**Problem to solve:** State how many lines of the records below contain the word "strokeStyle", giving the number and nothing else.

Collected data
******

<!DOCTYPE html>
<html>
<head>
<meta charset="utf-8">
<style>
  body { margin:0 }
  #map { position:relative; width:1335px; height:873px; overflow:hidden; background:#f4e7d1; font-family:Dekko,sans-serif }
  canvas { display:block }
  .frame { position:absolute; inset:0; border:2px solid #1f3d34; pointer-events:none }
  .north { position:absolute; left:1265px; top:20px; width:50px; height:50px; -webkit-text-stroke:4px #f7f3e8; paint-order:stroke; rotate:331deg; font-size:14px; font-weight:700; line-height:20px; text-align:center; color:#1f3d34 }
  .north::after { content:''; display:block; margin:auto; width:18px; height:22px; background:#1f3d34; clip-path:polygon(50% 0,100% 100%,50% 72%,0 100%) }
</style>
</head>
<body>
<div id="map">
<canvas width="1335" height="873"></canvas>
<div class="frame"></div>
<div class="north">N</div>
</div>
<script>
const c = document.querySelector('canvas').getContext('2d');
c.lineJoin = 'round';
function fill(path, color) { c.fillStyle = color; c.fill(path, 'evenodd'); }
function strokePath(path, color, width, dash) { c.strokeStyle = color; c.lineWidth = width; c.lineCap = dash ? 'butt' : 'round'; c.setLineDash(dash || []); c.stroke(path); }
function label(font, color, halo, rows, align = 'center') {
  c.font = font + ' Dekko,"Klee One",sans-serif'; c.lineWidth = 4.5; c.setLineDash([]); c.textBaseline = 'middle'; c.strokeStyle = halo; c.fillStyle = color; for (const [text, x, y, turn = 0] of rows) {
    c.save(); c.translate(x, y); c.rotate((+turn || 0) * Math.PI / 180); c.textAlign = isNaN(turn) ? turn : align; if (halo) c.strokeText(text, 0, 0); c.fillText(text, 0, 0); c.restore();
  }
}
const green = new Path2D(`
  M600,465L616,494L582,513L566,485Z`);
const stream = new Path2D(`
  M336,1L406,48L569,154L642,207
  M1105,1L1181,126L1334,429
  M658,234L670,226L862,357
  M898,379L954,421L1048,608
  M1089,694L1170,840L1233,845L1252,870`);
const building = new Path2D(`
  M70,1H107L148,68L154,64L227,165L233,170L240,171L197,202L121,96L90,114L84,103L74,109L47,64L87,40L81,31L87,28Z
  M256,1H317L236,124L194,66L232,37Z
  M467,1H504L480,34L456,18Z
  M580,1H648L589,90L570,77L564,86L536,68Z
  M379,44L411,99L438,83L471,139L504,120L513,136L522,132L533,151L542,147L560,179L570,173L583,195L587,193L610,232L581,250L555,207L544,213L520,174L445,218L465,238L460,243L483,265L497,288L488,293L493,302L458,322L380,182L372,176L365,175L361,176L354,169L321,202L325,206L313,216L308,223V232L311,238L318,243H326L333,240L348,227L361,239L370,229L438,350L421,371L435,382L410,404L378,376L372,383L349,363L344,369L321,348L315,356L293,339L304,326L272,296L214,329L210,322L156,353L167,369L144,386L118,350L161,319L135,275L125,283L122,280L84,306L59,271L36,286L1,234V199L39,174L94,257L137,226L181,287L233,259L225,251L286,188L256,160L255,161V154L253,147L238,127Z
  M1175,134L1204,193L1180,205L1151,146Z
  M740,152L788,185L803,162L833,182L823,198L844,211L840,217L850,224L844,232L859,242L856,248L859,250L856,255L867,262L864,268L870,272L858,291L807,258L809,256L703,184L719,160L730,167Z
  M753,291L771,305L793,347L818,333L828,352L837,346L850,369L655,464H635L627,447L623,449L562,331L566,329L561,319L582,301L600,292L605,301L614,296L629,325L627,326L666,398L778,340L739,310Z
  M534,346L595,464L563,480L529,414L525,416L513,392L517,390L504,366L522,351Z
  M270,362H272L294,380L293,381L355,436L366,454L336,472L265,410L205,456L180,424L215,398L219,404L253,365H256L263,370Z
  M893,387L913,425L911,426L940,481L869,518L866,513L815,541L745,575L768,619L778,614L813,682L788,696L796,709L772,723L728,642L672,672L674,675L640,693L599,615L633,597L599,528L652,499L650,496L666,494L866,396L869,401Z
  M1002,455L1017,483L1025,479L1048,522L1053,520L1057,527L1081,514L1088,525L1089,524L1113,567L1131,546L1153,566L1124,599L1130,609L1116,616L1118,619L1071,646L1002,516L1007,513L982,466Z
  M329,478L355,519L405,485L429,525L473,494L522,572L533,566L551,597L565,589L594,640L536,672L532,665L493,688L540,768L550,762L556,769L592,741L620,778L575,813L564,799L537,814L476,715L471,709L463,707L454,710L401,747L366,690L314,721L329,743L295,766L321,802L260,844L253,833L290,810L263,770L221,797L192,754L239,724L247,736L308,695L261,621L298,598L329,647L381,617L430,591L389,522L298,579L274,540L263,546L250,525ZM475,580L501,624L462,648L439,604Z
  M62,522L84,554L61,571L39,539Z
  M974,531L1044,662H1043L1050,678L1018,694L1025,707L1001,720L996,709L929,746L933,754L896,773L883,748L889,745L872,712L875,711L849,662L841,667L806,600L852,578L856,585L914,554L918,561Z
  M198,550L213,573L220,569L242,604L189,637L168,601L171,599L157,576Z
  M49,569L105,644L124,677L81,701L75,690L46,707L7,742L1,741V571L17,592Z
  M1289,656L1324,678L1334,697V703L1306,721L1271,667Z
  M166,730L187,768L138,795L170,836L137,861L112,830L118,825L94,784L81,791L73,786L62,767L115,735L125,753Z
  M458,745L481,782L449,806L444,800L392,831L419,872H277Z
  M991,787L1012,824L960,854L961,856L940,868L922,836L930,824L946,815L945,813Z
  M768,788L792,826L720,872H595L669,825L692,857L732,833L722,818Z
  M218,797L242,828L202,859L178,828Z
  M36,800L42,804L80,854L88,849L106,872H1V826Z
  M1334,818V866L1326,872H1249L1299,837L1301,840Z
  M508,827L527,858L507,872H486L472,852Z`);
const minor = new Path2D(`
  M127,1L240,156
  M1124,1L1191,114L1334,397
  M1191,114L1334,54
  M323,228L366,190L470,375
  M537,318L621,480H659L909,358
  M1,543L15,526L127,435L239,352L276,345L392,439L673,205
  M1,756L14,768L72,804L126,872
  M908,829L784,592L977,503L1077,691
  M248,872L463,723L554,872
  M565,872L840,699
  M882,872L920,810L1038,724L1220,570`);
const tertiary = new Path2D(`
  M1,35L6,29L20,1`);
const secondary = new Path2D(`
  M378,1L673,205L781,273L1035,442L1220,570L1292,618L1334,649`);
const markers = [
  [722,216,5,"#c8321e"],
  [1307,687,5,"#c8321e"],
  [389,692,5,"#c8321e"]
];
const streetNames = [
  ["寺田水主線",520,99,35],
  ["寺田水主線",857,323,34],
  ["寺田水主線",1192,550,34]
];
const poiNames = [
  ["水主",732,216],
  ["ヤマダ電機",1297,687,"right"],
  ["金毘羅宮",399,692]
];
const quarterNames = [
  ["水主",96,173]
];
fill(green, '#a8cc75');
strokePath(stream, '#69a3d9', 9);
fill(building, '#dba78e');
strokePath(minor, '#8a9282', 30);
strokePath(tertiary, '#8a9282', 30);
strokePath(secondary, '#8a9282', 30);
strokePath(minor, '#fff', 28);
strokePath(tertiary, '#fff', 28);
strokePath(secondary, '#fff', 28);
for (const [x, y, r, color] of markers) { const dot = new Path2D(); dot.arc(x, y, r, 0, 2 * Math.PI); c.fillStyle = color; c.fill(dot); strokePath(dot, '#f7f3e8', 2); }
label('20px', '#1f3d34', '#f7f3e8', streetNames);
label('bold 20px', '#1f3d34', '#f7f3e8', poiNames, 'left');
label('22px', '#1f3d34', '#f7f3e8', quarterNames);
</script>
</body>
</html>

******

**Answer below:** 2